# Web Scraping using Python

Whenever we start a Machine Learning project, the first thing we require is a dataset to work on. While there are many sources where datasets are available, we might want to create a dataset using the data found on a website.

In this notebook, we'll  explore the process to extract information from Wikipedia and form a dataset which can later be used for Data Analytics and Machine Learning applications.

## Import Libraries

We'll first import all relevant libraries that we will require to access a website's HTML and extract information from the same.

In [1]:
import numpy as np
import pandas as pd

from urllib.request import urlopen
from bs4 import BeautifulSoup

## Define functions

Firstyly, we define the function getHTMLContent, that accepts a url and uses BeautifulSoup library to get the HTML for a webpage.

In [2]:
def getHTMLContent(link):
    html = urlopen(link)
    soup = BeautifulSoup(html, 'html.parser')
    return soup

## Understand the data

The webpage includes the information we need in the form of HTML table. Thus, we need to reach that table and extract the information. However, there might be multiple tables on the page.
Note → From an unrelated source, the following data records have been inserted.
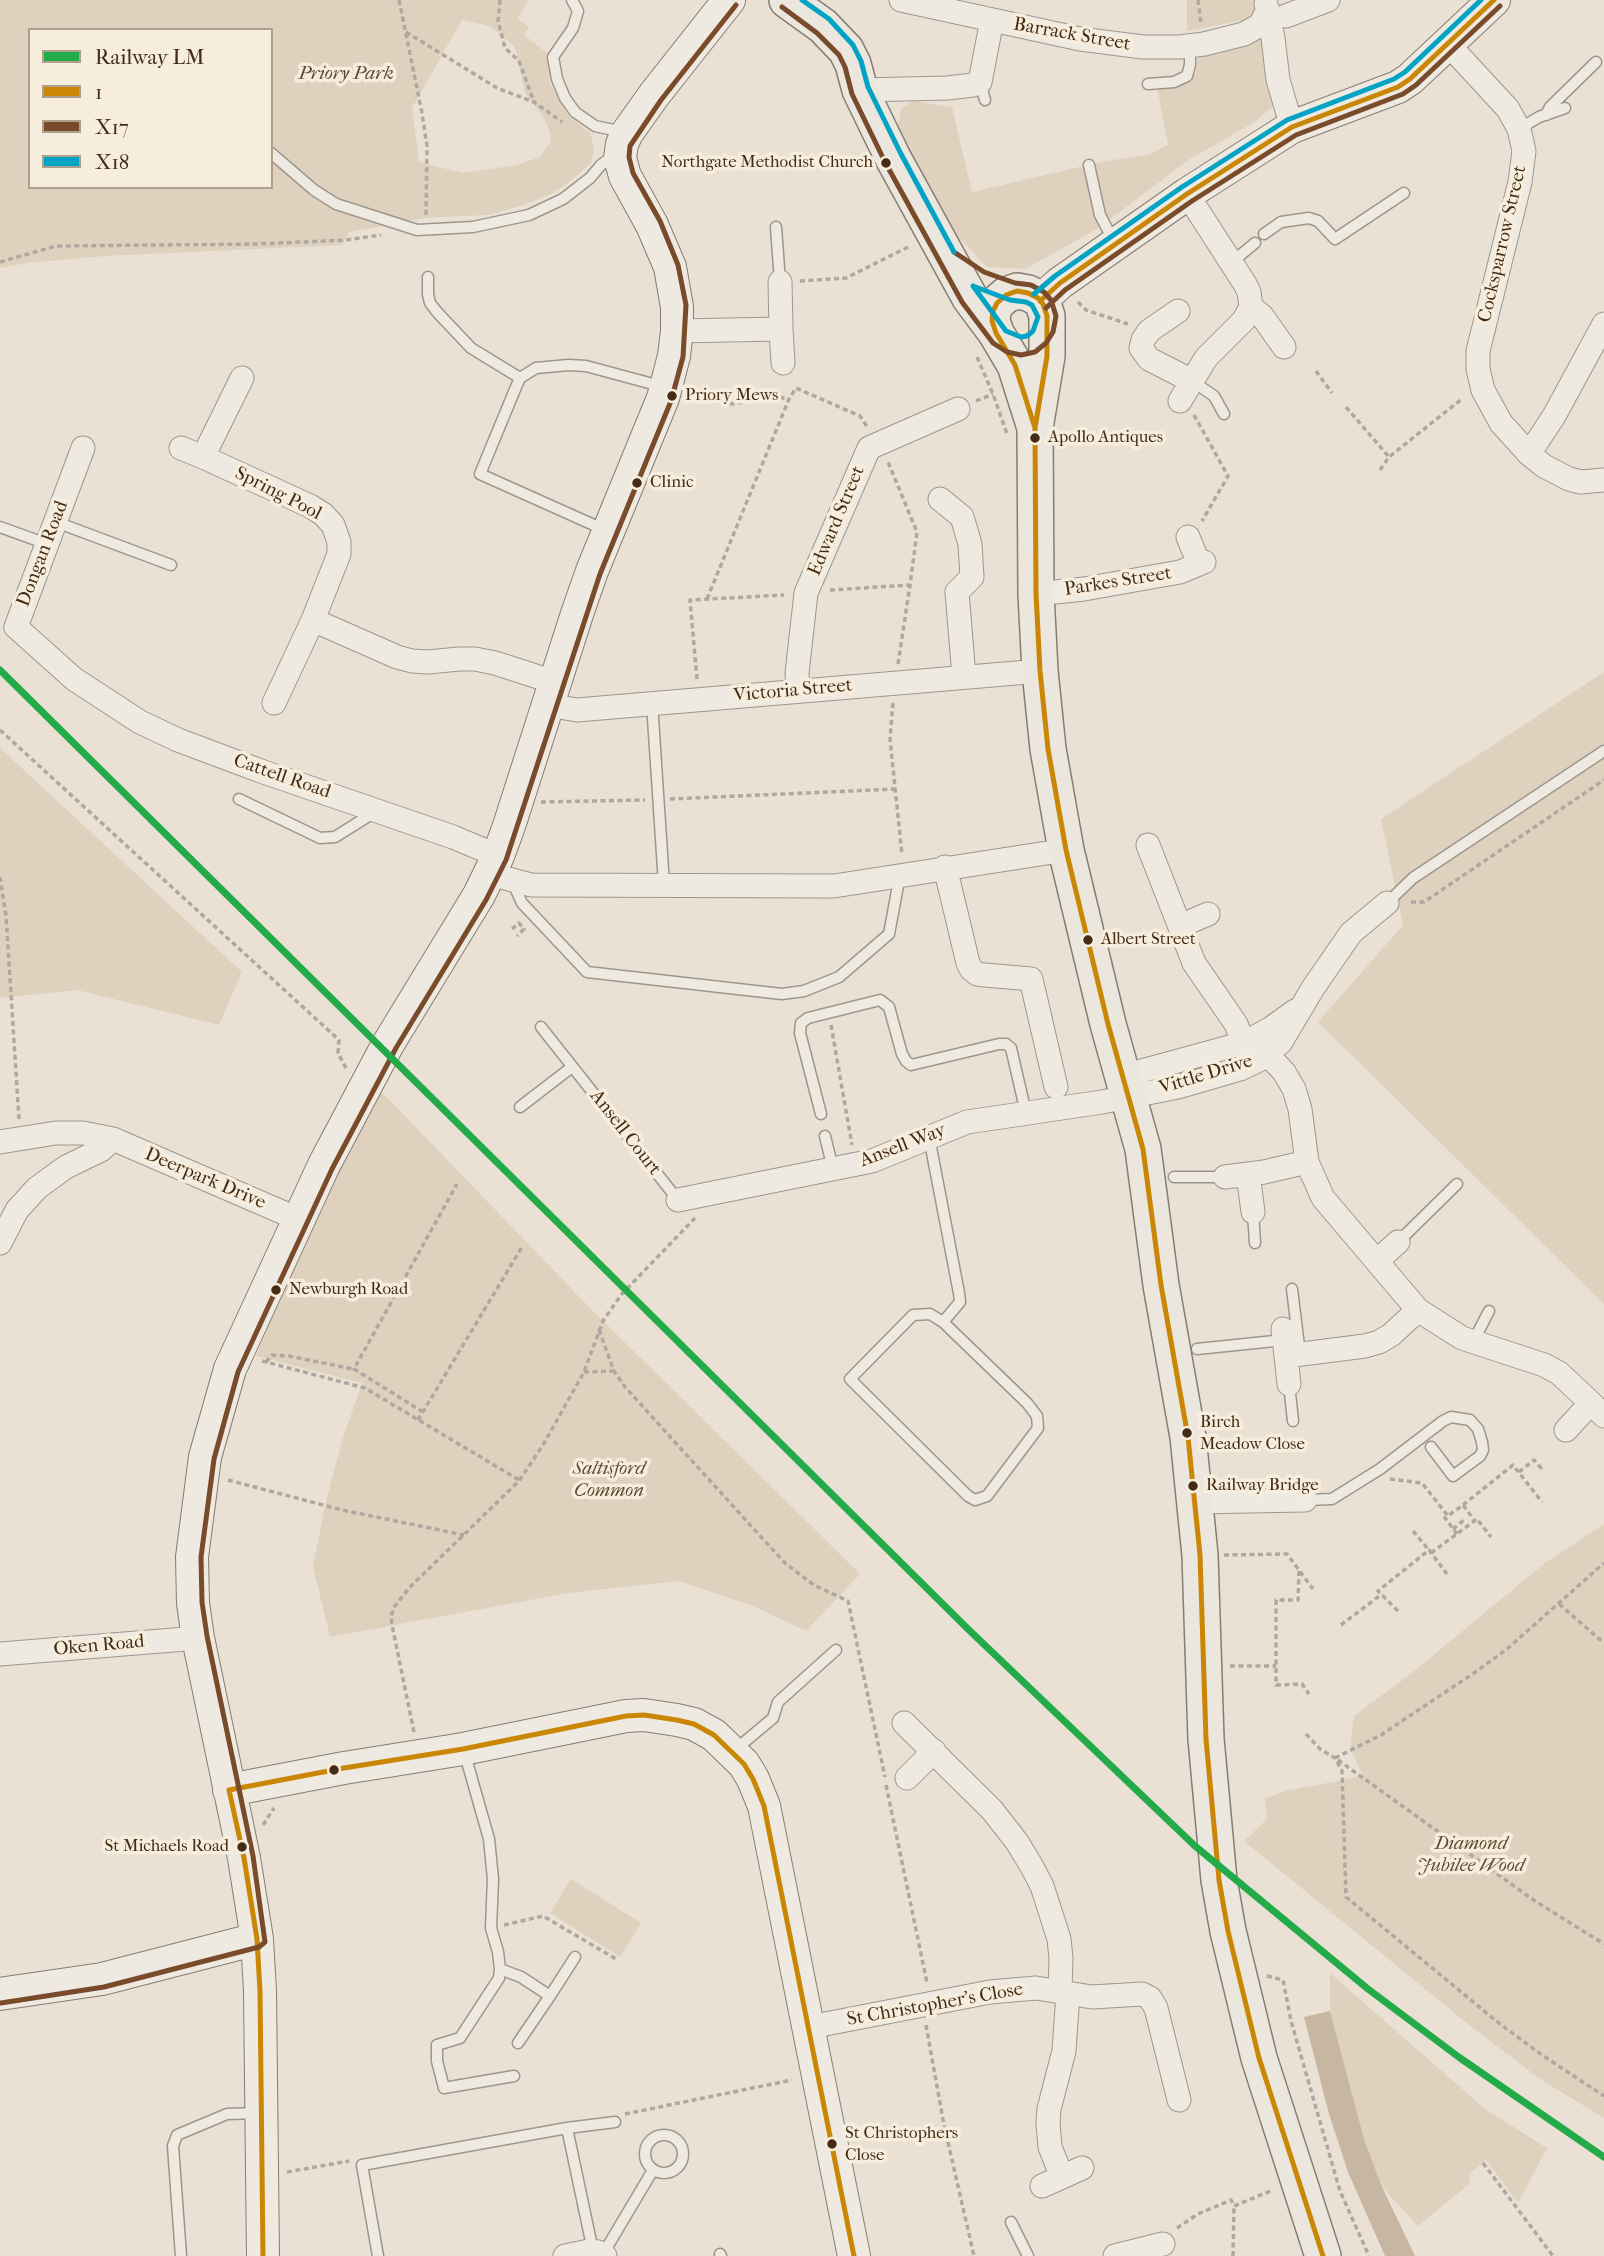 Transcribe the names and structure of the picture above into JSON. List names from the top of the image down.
{
  "streets": {
    "street": [
      "Barrack Street",
      "Cocksparrow Street",
      "Spring Pool",
      "Edward Street",
      "Dongan Road",
      "Parkes Street",
      "Victoria Street",
      "Cattell Road",
      "Vittle Drive",
      "Ansell Way",
      "Deerpark Drive",
      "Oken Road",
      "St Christopher's Close"
    ],
    "lane": ["Ansell Court"]
  },
  "crossings": [
    ["Edward Street", "Victoria Street"],
    ["Dongan Road", "Cattell Road"],
    ["Vittle Drive", "Ansell Way"],
    ["Ansell Court", "Ansell Way"]
  ],
  "parks": ["Priory Park", "Saltisford Common", "Diamond Jubilee Wood"],
  "places": [
    "Northgate Methodist Church",
    "Priory Mews",
    "Apollo Antiques",
    "Clinic",
    "Albert Street",
    "Newburgh Road",
    "Birch Meadow Close",
    "Railway Bridge",
    "St Michaels Road",
    "St Christophers Close"
  ],
  "lines": [
    "transit line 1",
    "transit line X18",
    "transit line X17",
    "rail line LM"
  ],
  "legend": [
    "Railway LM",
    "1",
    "X17",
    "X18"
  ]
}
We would thus need to find the class of that table and then access its data.

In [3]:
content = getHTMLContent('https://en.wikipedia.org/wiki/List_of_countries_and_dependencies_by_population')
tables = content.find_all('table')
for table in tables:
    print(table.prettify())

<table class="wikitable sortable sticky-header col2left col6left" style="text-align:right">
 <tbody>
  <tr>
   <th>
   </th>
   <th style="width:17em">
    <a href="/wiki/List_of_sovereign_states" title="List of sovereign states">
     Country
    </a>
    /
    <a href="/wiki/Dependent_territory" title="Dependent territory">
     dependency
    </a>
   </th>
   <th>
    Population
   </th>
   <th style="width:2em">
    % of
    <br/>
    world
   </th>
   <th>
    Date
   </th>
   <th>
    <span class="nowrap">
     Source (official or from
    </span>
    <br/>
    the
    <a href="/wiki/United_Nations" title="United Nations">
     United Nations
    </a>
    )
   </th>
   <th class="unsortable">
   </th>
  </tr>
  <tr>
   <td>
    <span data-sort-value="5000000000000000000♠" style="display:none">
    </span>
    –
   </td>
   <td>
    <b>
     <span class="flagicon" style="padding-left:25px;">
     </span>
     World
    </b>
   </td>
   <td>
    8,085,627,000
   </td>
   <td>
    <

The table that we will use has the class 'wikitable sortable'. It has rows of information where the first row has headings and the other rows in succession have information about each country.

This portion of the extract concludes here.